Like Ronnie Raygun once said, “There you go again....” I hoped to have gotten my disdain for the TP movement out of my system, but since they’re likely to play a major role in this year’s elections – and since I even have friends who are sympathetic to the cause – I can’t help but rise to the bait of this letter.
Confining one’s arguments to these talking points is a have-you-stopped-beating-your-wife proposition. It’s true; taken separately, no sane person would contest them. But I’m not opposed to the ideas that you represent as much as to the collective impression that your movement makes. (1) It’s the height of hypocrisy to lambaste Obama for power-grabbing and bemoan escalating debt after the ravages of the previous administration – suggesting it’s just a poor-loser stance. (2) You take your marching orders from demagogues on a one-sided “news” outlet that laughingly calls itself “fair and balanced.” (3) You lionize a manipulatively homespun political personality who would be more clueless than W was (could that be possible?) if she ever became president. (4) Many of your fellow travelers are so preoccupied with issues like non-existent efforts to curb gun ownership or Obama’s birth certificate that it’s hard to take any of you seriously. (5) You would have to go some to convince me, given the kinds of people your movement attracts, that your belief that government should stay out of private lives extends to sexual and reproductive choice and to the decriminalization of marijuana.

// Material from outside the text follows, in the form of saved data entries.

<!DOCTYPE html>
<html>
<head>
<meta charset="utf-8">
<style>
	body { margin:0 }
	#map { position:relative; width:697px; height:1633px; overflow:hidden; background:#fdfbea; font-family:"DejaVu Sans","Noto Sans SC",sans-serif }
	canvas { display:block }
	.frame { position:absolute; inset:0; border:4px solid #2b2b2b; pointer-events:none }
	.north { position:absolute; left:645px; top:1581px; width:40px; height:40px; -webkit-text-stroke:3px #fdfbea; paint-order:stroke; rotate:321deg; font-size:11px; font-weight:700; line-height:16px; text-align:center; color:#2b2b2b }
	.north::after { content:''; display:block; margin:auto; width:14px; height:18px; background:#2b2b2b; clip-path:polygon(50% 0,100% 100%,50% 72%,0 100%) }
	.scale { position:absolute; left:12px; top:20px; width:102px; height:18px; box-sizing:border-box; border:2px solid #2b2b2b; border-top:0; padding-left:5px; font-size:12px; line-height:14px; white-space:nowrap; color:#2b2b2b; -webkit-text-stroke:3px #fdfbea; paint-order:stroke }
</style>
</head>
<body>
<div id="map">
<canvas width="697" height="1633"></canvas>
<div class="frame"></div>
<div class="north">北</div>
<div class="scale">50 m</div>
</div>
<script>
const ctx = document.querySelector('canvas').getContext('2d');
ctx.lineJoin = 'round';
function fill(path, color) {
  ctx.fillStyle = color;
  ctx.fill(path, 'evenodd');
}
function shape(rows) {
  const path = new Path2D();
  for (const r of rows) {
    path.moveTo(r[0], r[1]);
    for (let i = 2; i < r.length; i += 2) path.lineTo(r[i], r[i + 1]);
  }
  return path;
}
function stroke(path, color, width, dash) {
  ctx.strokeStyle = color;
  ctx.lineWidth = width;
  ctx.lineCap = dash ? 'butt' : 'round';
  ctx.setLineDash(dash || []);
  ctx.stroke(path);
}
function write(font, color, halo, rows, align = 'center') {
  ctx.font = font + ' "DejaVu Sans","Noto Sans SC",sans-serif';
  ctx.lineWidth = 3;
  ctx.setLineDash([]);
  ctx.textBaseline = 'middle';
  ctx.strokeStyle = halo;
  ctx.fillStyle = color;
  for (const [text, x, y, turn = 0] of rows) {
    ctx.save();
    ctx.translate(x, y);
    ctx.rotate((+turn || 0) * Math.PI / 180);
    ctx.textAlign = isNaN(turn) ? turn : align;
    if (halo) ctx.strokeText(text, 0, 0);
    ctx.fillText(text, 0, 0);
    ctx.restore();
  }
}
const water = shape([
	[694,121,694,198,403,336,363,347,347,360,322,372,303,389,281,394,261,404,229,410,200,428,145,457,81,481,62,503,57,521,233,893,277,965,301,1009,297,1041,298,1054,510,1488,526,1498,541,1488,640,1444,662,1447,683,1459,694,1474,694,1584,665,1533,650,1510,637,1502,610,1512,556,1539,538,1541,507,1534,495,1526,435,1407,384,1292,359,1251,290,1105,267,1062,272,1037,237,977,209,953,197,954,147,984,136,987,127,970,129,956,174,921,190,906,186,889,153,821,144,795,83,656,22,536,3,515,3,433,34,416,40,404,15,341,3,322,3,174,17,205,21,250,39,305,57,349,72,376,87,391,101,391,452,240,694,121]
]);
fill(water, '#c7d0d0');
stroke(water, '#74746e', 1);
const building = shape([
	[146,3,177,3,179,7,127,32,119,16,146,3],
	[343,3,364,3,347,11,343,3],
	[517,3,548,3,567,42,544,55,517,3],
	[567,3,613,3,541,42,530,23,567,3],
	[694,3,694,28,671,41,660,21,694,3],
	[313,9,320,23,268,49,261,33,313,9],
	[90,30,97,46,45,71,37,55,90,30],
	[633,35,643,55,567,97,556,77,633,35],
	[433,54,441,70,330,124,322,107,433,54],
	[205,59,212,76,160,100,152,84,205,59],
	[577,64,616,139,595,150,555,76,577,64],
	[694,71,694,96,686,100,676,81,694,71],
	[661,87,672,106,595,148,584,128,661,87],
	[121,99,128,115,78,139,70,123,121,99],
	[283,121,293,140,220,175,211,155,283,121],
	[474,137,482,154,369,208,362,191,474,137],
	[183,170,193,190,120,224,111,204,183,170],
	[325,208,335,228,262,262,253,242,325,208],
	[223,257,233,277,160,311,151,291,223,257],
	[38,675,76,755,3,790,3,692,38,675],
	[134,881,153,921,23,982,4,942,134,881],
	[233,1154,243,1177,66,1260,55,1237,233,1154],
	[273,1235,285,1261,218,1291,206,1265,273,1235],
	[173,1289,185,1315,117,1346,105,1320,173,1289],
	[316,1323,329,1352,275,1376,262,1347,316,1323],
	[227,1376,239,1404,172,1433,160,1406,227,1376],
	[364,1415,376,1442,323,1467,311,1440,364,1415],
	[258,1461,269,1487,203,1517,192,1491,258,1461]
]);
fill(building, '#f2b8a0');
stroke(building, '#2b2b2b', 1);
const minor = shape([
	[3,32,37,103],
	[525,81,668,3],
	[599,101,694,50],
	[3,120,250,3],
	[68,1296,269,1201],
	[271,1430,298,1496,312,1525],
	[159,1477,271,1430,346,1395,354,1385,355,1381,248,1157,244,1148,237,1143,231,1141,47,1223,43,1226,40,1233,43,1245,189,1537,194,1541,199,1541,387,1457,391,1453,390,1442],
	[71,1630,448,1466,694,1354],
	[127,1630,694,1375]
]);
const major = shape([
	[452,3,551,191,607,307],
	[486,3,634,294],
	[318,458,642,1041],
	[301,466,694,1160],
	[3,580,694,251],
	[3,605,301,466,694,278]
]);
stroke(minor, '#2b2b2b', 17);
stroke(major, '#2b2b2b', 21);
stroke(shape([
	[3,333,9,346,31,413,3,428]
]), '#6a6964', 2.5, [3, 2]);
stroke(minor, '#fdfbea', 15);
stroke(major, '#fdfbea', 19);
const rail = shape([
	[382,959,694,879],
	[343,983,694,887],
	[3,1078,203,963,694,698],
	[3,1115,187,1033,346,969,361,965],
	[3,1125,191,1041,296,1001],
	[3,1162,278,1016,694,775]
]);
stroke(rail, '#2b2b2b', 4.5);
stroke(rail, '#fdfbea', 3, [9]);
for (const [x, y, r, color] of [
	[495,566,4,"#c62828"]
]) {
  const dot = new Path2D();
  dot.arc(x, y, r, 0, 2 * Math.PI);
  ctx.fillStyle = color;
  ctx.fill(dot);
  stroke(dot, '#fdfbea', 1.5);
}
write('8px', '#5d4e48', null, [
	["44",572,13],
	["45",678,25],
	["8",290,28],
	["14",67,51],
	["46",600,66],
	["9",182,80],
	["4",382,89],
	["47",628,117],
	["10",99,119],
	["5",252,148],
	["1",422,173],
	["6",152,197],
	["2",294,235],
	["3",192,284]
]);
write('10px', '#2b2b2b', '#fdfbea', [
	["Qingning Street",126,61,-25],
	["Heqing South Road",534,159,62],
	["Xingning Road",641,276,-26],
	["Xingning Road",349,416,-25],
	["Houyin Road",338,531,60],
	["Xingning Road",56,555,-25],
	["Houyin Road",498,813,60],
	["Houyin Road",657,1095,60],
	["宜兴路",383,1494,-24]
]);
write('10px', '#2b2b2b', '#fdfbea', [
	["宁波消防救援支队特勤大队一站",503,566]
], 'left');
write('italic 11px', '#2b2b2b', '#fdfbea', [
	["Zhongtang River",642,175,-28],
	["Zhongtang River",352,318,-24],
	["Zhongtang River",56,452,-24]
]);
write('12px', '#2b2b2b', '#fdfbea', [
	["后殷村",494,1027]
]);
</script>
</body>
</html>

Maybe the bottom line is, those of us of the liberal persuasion are more inclined to see government as a mechanism for solving problems, not as the enemy. It may very well require some tweaking along the lines you suggest – but that’s what representative government is supposed to be about, so let’s not throw out the baby with the bathwater. You’d rather starve it into submission than change it, but the small government/low taxes mantra just doesn’t fly anymore in a nation as large and complex as ours. Which version of “the nation we once were” did you have in mind? The fifties? Prohibition? The Jacksonian era? Or just any time when white male protestants called the shots?
All of this suggests: (6) Much like the participants in another Tea Party, you’re detached from reality. It’s time you tuned in to the big picture. The world is changing – physically, demographically, technologically – and we can’t turn back the clock to Happy Days.
Like Ronnie Raygun once said, “There you go again....” I hoped to have gotten my disdain for the TP movement out of my system, but since they’re likely to play a major role in this year’s elections – and since I even have friends who are sympathetic to the cause – I can’t help but rise to the bait of this letter.
Confining one’s arguments to these talking points is a have-you-stopped-beating-your-wife proposition. It’s true; taken separately, no sane person would contest them. But I’m not opposed to the ideas that you represent as much as to the collective impression that your movement makes. (1) It’s the height of hypocrisy to lambaste Obama for power-grabbing and bemoan escalating debt after the ravages of the previous administration – suggesting it’s just a poor-loser stance. (2) You take your marching orders from demagogues on a one-sided “news” outlet that laughingly calls itself “fair and balanced.” (3) You lionize a manipulatively homespun political personality who would be more clueless than W was (could that be possible?) if she ever became president. (4) Many of your fellow travelers are so preoccupied with issues like non-existent efforts to curb gun ownership or Obama’s birth certificate that it’s hard to take any of you seriously. (5) You would have to go some to convince me, given the kinds of people your movement attracts, that your belief that government should stay out of private lives extends to sexual and reproductive choice and to the decriminalization of marijuana.
Maybe the bottom line is, those of us of the liberal persuasion are more inclined to see government as a mechanism for solving problems, not as the enemy. It may very well require some tweaking along the lines you suggest – but that’s what representative government is supposed to be about, so let’s not throw out the baby with the bathwater. You’d rather starve it into submission than change it, but the small government/low taxes mantra just doesn’t fly anymore in a nation as large and complex as ours. Which version of “the nation we once were” did you have in mind? The fifties? Prohibition? The Jacksonian era? Or just any time when white male protestants called the shots?
All of this suggests: (6) Much like the participants in another Tea Party, you’re detached from reality. It’s time you tuned in to the big picture. The world is changing – physically, demographically, technologically – and we can’t turn back the clock to Happy Days.